DATA:
▬▬▬▬▬▬
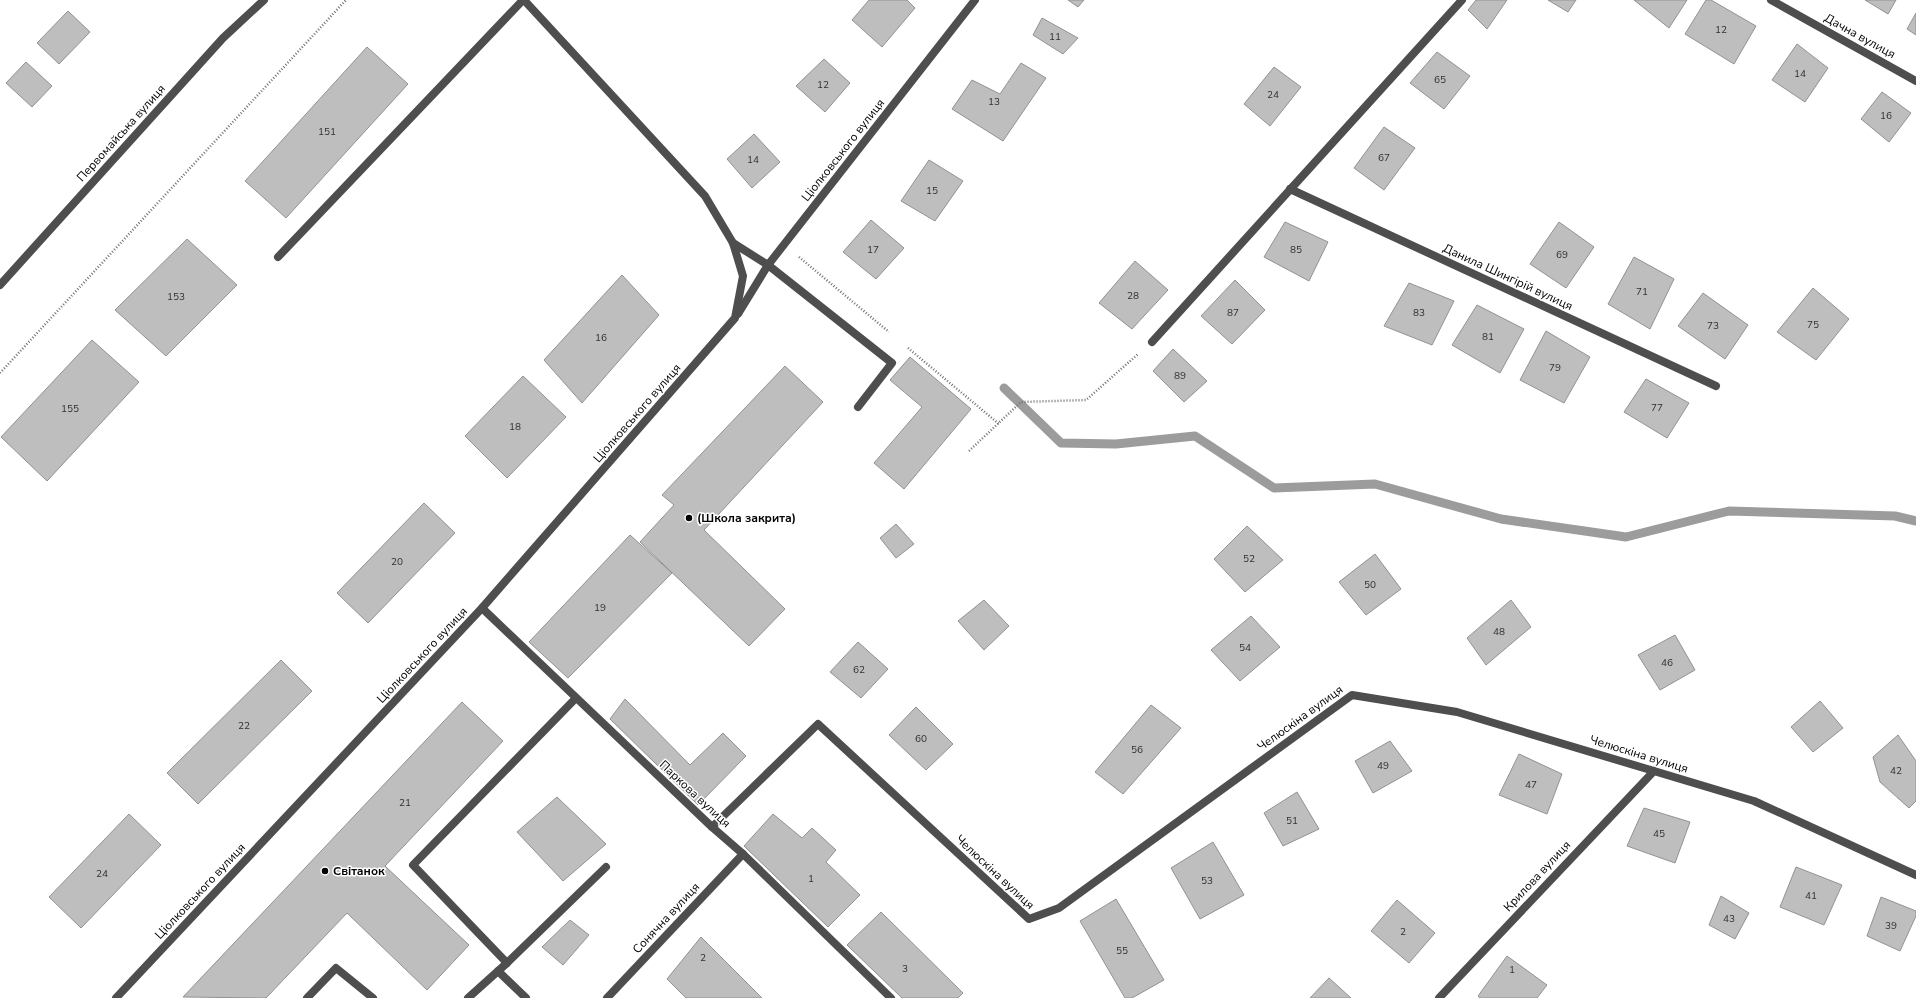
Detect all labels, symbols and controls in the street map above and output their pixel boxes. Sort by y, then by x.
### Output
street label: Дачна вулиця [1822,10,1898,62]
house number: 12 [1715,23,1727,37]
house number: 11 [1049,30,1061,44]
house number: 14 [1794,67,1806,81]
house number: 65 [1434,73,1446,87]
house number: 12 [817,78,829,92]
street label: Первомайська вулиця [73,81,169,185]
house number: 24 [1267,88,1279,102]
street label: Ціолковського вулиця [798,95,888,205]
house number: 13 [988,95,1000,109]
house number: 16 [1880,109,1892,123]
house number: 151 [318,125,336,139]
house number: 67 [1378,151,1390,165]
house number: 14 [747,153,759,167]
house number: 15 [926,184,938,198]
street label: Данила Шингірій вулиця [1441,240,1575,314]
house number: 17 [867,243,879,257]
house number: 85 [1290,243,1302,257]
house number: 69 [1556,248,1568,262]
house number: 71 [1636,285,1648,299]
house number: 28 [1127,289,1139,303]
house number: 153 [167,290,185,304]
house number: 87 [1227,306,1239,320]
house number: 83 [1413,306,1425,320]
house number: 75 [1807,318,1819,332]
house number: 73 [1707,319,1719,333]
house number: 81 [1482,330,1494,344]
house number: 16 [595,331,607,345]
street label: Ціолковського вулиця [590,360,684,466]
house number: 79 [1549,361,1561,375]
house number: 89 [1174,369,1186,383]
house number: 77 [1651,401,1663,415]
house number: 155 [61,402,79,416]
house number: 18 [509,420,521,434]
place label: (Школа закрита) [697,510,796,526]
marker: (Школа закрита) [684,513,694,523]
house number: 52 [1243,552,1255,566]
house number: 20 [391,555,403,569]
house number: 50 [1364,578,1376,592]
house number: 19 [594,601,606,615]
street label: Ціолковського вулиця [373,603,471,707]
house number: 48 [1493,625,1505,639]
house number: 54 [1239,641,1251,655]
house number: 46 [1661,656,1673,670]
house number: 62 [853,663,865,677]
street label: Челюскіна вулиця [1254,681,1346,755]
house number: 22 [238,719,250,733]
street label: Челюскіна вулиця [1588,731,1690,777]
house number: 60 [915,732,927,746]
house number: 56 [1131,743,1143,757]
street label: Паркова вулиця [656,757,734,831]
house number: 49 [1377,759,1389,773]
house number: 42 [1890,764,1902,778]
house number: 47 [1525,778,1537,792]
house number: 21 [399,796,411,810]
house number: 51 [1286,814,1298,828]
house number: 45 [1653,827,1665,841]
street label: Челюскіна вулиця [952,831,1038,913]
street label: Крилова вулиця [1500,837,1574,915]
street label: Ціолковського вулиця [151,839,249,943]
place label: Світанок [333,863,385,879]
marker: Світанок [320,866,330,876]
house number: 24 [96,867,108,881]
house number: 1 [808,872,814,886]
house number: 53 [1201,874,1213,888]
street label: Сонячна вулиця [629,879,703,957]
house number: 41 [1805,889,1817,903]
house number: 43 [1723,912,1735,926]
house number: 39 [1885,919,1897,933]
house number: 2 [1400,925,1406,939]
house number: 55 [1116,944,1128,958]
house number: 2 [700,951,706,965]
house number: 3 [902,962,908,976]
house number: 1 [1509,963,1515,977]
▬▬▬▬▬▬
INSTRUCTIONS TO FOLLOW:
Working from the entries above, filter out every line that lacks "Школа" and copy what remains.

REPLY TO THE EXERCISE:
place label: (Школа закрита) [697,510,796,526]
marker: (Школа закрита) [684,513,694,523]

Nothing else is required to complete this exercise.